Maybe the biggest things that have come out of the last year are the changes they’ve brought about for Hall, not musically, but in everyday life. She works full-time for one of those photo booth companies you find at weddings, parties and expos. She pays her bills on time and doesn’t go out much at night. Maybe she’s a little square and boring. That’s cool, though.
There’s more transition coming, too. In March, most of her family will be moving across the country. There, they’ll be able to better support her father who has Huntington’s Chorea. Still, that’s a long haul from Redding, where her parents currently live.
She lets out a sigh as she talks about it.

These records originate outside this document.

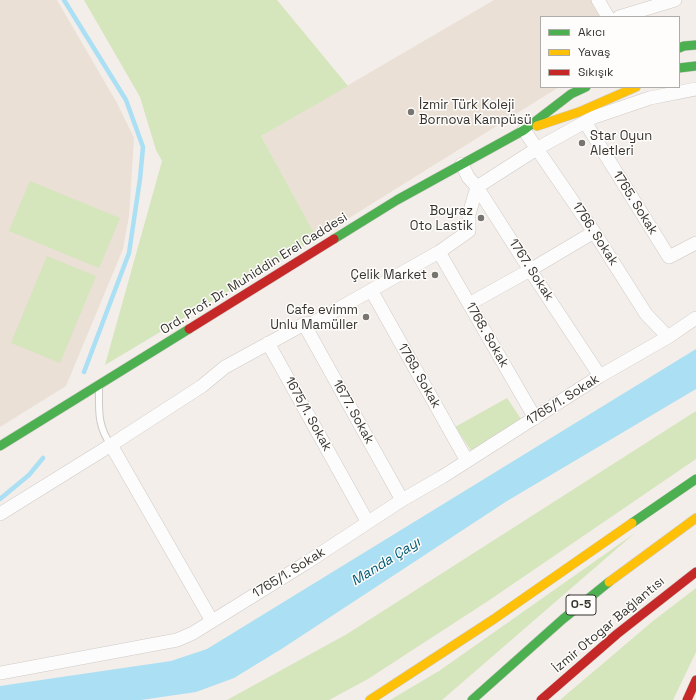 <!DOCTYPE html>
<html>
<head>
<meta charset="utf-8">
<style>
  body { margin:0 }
  #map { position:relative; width:696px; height:700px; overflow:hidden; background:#f3eee9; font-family:"Space Grotesk",sans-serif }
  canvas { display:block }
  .legend { position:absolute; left:540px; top:16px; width:140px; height:72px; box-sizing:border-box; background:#fefdfb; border:1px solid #aeaca9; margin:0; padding:5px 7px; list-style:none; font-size:12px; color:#36332f }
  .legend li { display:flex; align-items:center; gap:8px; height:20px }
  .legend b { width:20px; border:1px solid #aeaca9 }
</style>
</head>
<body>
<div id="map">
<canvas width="696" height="700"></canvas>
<ul class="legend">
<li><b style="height:5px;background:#4caf50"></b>Akıcı</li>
<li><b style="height:5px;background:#ffc107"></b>Yavaş</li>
<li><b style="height:5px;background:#c62828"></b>Sıkışık</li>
</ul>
</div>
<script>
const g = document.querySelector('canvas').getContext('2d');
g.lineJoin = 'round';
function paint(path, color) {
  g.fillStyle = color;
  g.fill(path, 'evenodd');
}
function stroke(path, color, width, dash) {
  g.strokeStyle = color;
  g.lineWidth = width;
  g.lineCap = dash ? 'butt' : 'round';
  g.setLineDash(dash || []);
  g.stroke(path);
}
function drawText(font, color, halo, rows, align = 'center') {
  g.font = font + ' "Space Grotesk",sans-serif';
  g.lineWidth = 3;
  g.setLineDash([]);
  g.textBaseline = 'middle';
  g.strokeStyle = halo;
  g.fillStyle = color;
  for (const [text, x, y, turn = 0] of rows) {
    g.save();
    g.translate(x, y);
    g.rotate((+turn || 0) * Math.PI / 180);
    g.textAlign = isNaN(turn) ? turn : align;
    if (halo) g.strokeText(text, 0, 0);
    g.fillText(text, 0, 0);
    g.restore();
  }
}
paint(new Path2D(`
  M0 0H57L117 103 134 138 129 216 123 249 66 386 0 427Z
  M494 0H592L603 17H541V87H559L317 238 261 136Z`), '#eae0d6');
paint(new Path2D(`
  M84 0H277L348 86 261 136 317 238 105 365 162 161 156 150 140 97Z
  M30 181 120 218 99 268 9 231Z
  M47 256 96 276 60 363 11 343Z
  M507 398 523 422 472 452 455 427Z
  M696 411V459L491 599 368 679 329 700H227L347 634Z
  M635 533 442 700H390L439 671Z
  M696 588V652L673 700H560L653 621Z`), '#d5e5bc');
paint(new Path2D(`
  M696 349V389L507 501 283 648 234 678 196 692 141 700H0V686L171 661 207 649Z`), '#aadff4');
stroke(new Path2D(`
  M64 0 126 100 143 147 140 179 129 253 84 372
  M0 499 29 475 43 458`), '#aadff4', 4.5);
const lane = new Path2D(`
  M99 387C99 409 97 426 111 445`);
const street = new Path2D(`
  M598 0 608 17
  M619 17 675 0
  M585 122 669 257 696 243
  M524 130 594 232 646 314 668 337
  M462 164 468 177 477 187 530 270 600 376
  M439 252 535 418
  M371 290 467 461
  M469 304 530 270 594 232
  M304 324 402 500
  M268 343 367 521
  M0 514 111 445
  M212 621 111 445 202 386 225 367 304 324 313 323 439 252 469 231V214L477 187 538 148 594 117 650 98 696 89
  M0 673 177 640 193 633 306 563 402 500 442 477 600 376 668 337 696 318`);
const fast = new Path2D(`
  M679 48 684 46 696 45
  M679 68 696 66
  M334 239 397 200 524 130 571 94 586 87
  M0 446 189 329
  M632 523 696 479
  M472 700 563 619 609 582`);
const slow = new Path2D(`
  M537 126 579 112 636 87
  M609 582 696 518
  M370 700 494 619 632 523`);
const jam = new Path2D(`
  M189 329 334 239
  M541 700 617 634 696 572
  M687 700 696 680`);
stroke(lane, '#cecac7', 8);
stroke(street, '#cecac7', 14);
stroke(fast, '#cecac7', 10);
stroke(slow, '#cecac7', 10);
stroke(jam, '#cecac7', 10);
stroke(lane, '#fdfcfc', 6);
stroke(street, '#fdfcfc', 13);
stroke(fast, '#4caf50', 9);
stroke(slow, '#ffc107', 9);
stroke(jam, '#c62828', 9);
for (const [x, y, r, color] of [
  [411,112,4,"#787470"],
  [582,143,4,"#787470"],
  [481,218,4,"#787470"],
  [435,275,4,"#787470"],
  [366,317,4,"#787470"]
]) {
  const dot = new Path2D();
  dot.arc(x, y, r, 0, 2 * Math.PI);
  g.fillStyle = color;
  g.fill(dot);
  stroke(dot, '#fefdfb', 1.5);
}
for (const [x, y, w] of [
  [581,605,30]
]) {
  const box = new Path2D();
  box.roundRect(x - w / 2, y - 10, w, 20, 3);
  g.fillStyle = '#fefdfb';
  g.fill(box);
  stroke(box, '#36332f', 1);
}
drawText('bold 12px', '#36332f', null, [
  ["O-5",581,605]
]);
drawText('13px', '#36332f', '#fefdfb', [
  ["İzmir Türk Koleji",419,105,"left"],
  ["Bornova Kampüsü",419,120,"left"],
  ["Star Oyun",590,136,"left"],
  ["Aletleri",590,151,"left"],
  ["Boyraz",473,211],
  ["Oto Lastik",473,226],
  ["Çelik Market",427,275],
  ["Cafe evimm",358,310],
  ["Unlu Mamüller",358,325]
], 'right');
drawText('13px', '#36332f', '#fefdfb', [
  ["1765. Sokak",635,203,58],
  ["1766. Sokak",595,234,57],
  ["1767. Sokak",531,270,57],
  ["Ord. Prof. Dr. Muhiddin Erel Caddesi",254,274,-32],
  ["1768. Sokak",487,335,60],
  ["1769. Sokak",419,376,60],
  ["1765/1. Sokak",563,400,-32],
  ["1677. Sokak",353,412,61],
  ["1675/1. Sokak",308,414,61],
  ["1765/1. Sokak",289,573,-32],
  ["İzmir Otogar Bağlantısı",609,625,-40]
]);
drawText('italic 14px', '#015b76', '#fefdfb', [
  ["Manda Çayı",386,562,-32]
]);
</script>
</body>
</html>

“It’s sad but from a grownup perspective it’s exactly what they need to survive—they need to be somewhere where [finances] are not always up in the air,” she says.
And, she says, even with her family on the other side of the United States, she doesn’t feel alone.
“Luckily this is the year my friends became family-friends so the dynamics have changed to support me in that way,” she continues.
Mostly, she just wants to keep making music, making art, making a statement. “I didn’t feel like I had much of a voice before, and now I want to be a voice,” Hall says. “I have a lot to add to the conversation and I had just never taken the time to let myself have fun with that.”
Whatever happens next, she says, she’s ready.
In a way, she says—in true optimistic Autumn Sky Hall fashion—everything that happened this last year turned out to be something of a blessing.
“I have stronger sense of self now,” Hall says. “I feel like I’m made of iron and nothing really affects me, nothing.”